INSTRUCTIONS TO FOLLOW - Extract exactly those lines that lie between the start of the material and the line with "ctx.font = font", including both boundary lines and no others.

LISTED ENTRIES START

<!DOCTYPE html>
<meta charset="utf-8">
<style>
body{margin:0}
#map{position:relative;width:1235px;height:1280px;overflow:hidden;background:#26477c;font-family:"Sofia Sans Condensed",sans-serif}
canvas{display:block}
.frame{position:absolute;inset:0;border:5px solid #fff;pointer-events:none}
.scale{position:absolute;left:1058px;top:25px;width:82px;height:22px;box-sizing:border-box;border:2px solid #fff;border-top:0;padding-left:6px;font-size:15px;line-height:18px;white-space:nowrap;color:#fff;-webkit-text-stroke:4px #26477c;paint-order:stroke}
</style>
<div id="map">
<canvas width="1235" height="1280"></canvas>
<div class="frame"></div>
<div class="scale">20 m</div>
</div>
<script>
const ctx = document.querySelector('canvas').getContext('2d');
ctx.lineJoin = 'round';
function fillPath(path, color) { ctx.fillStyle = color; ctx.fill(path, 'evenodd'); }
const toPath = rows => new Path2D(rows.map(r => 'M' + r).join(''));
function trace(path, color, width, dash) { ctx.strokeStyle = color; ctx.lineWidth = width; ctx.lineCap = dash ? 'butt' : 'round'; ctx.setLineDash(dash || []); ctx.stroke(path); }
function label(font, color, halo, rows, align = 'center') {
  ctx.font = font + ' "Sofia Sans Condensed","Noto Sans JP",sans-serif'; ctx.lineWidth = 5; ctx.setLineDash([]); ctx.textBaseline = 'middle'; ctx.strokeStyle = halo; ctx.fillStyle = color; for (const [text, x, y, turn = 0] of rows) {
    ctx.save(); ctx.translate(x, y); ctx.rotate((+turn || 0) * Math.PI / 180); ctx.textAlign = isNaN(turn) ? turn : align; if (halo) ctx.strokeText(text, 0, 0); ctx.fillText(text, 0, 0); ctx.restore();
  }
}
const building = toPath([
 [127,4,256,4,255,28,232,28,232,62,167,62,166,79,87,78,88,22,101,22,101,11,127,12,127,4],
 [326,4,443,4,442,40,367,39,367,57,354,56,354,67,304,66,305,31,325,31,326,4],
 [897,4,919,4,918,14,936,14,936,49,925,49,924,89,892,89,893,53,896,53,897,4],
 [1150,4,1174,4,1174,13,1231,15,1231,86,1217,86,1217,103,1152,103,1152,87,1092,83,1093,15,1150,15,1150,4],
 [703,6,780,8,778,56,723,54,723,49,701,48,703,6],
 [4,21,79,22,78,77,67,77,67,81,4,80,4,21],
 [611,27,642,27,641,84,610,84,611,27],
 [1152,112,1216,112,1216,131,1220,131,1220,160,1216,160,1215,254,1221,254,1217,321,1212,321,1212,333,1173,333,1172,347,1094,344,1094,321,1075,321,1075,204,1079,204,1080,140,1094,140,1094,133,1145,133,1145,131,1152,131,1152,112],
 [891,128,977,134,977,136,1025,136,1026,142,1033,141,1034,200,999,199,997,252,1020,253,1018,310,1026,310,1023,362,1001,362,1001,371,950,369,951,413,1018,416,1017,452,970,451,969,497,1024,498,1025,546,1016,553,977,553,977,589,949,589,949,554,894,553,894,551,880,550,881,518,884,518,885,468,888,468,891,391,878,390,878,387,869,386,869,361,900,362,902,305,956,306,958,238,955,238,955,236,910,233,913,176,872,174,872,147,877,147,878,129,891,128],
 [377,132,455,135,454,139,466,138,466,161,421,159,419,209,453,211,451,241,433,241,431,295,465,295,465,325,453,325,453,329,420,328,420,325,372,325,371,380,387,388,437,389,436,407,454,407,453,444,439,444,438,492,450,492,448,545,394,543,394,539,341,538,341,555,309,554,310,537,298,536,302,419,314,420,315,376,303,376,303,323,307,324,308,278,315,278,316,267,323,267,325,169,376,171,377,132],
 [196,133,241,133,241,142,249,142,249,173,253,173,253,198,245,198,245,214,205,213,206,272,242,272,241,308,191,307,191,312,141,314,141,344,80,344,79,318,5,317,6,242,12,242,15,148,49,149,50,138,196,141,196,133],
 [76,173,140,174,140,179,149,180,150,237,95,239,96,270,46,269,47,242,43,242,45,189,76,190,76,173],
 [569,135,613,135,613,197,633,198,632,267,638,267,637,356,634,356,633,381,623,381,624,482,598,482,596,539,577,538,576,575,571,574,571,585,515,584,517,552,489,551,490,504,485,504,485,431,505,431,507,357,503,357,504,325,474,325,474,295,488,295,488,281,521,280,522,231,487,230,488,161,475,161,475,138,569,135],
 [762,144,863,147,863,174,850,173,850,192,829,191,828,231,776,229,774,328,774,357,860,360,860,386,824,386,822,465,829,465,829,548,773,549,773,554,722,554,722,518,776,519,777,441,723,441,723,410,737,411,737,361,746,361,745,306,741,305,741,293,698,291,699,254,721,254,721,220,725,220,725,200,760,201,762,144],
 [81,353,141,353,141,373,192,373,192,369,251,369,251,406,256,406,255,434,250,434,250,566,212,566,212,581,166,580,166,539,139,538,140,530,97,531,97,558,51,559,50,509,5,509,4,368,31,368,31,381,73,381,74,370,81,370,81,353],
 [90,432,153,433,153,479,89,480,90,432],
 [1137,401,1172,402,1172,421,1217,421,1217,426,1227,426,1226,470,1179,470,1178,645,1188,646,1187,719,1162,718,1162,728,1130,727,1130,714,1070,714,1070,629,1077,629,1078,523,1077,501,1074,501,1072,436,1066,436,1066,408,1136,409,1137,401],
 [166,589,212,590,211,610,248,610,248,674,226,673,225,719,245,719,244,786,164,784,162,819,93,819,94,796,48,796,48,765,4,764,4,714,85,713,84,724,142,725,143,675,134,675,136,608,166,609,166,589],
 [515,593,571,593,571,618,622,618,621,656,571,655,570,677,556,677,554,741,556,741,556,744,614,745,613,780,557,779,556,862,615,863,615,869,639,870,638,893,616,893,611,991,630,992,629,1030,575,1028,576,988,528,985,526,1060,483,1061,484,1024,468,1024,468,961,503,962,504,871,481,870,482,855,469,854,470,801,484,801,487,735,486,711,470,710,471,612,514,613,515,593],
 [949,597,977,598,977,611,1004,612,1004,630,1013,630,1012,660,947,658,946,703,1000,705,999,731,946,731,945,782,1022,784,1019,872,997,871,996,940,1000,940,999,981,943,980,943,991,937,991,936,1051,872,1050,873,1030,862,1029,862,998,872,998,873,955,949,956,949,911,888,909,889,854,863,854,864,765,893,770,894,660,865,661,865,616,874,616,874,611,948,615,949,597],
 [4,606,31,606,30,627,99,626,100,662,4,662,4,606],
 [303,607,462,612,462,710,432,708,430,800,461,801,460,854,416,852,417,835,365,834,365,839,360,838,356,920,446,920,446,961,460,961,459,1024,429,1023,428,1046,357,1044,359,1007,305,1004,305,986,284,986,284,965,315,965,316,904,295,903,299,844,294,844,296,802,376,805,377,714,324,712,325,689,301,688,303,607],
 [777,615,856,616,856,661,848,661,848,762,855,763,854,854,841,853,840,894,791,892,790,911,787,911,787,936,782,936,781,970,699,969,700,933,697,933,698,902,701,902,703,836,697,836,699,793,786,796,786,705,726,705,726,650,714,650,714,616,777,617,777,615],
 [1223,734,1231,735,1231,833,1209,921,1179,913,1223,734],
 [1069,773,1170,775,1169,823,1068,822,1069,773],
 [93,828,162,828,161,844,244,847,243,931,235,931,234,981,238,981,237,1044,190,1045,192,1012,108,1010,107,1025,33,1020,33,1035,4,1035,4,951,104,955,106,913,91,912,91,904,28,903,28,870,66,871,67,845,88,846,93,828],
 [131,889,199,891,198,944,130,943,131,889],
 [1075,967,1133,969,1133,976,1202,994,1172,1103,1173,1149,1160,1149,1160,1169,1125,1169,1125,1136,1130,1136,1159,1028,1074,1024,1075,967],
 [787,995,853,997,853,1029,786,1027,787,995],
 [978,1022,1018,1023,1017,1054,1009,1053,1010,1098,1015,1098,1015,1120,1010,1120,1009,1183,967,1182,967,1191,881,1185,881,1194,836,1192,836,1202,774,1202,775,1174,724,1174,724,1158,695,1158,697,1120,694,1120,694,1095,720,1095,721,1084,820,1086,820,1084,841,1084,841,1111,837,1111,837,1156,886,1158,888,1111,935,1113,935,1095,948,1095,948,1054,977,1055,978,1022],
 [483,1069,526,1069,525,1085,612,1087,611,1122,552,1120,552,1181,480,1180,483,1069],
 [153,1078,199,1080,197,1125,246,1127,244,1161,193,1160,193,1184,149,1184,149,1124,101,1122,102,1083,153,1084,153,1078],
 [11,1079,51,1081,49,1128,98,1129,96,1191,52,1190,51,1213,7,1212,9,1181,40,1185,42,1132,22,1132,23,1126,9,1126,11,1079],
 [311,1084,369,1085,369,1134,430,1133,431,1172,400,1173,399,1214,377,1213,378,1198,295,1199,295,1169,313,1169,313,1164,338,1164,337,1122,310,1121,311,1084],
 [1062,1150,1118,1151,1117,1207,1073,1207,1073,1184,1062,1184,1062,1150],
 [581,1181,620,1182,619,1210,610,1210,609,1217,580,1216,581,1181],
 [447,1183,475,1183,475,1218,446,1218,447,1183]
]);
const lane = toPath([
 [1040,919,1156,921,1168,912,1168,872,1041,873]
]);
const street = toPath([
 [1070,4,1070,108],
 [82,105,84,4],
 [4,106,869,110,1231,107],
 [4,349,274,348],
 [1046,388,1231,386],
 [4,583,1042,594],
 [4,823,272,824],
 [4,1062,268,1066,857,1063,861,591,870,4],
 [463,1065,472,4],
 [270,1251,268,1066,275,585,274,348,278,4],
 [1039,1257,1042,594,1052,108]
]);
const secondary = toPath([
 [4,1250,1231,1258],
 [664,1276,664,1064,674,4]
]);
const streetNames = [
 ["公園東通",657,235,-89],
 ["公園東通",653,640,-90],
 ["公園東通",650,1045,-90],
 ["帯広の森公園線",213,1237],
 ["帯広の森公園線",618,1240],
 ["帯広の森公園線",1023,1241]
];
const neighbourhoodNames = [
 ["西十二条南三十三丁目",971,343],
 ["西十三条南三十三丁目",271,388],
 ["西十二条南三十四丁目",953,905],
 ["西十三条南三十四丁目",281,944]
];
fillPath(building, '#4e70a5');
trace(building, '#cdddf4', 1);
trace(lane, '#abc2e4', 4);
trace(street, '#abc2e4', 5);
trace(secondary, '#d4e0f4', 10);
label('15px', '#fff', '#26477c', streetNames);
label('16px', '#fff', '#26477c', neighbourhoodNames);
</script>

LISTED ENTRIES END

RESULT -
<!DOCTYPE html>
<meta charset="utf-8">
<style>
body{margin:0}
#map{position:relative;width:1235px;height:1280px;overflow:hidden;background:#26477c;font-family:"Sofia Sans Condensed",sans-serif}
canvas{display:block}
.frame{position:absolute;inset:0;border:5px solid #fff;pointer-events:none}
.scale{position:absolute;left:1058px;top:25px;width:82px;height:22px;box-sizing:border-box;border:2px solid #fff;border-top:0;padding-left:6px;font-size:15px;line-height:18px;white-space:nowrap;color:#fff;-webkit-text-stroke:4px #26477c;paint-order:stroke}
</style>
<div id="map">
<canvas width="1235" height="1280"></canvas>
<div class="frame"></div>
<div class="scale">20 m</div>
</div>
<script>
const ctx = document.querySelector('canvas').getContext('2d');
ctx.lineJoin = 'round';
function fillPath(path, color) { ctx.fillStyle = color; ctx.fill(path, 'evenodd'); }
const toPath = rows => new Path2D(rows.map(r => 'M' + r).join(''));
function trace(path, color, width, dash) { ctx.strokeStyle = color; ctx.lineWidth = width; ctx.lineCap = dash ? 'butt' : 'round'; ctx.setLineDash(dash || []); ctx.stroke(path); }
function label(font, color, halo, rows, align = 'center') {
  ctx.font = font + ' "Sofia Sans Condensed","Noto Sans JP",sans-serif'; ctx.lineWidth = 5; ctx.setLineDash([]); ctx.textBaseline = 'middle'; ctx.strokeStyle = halo; ctx.fillStyle = color; for (const [text, x, y, turn = 0] of rows) {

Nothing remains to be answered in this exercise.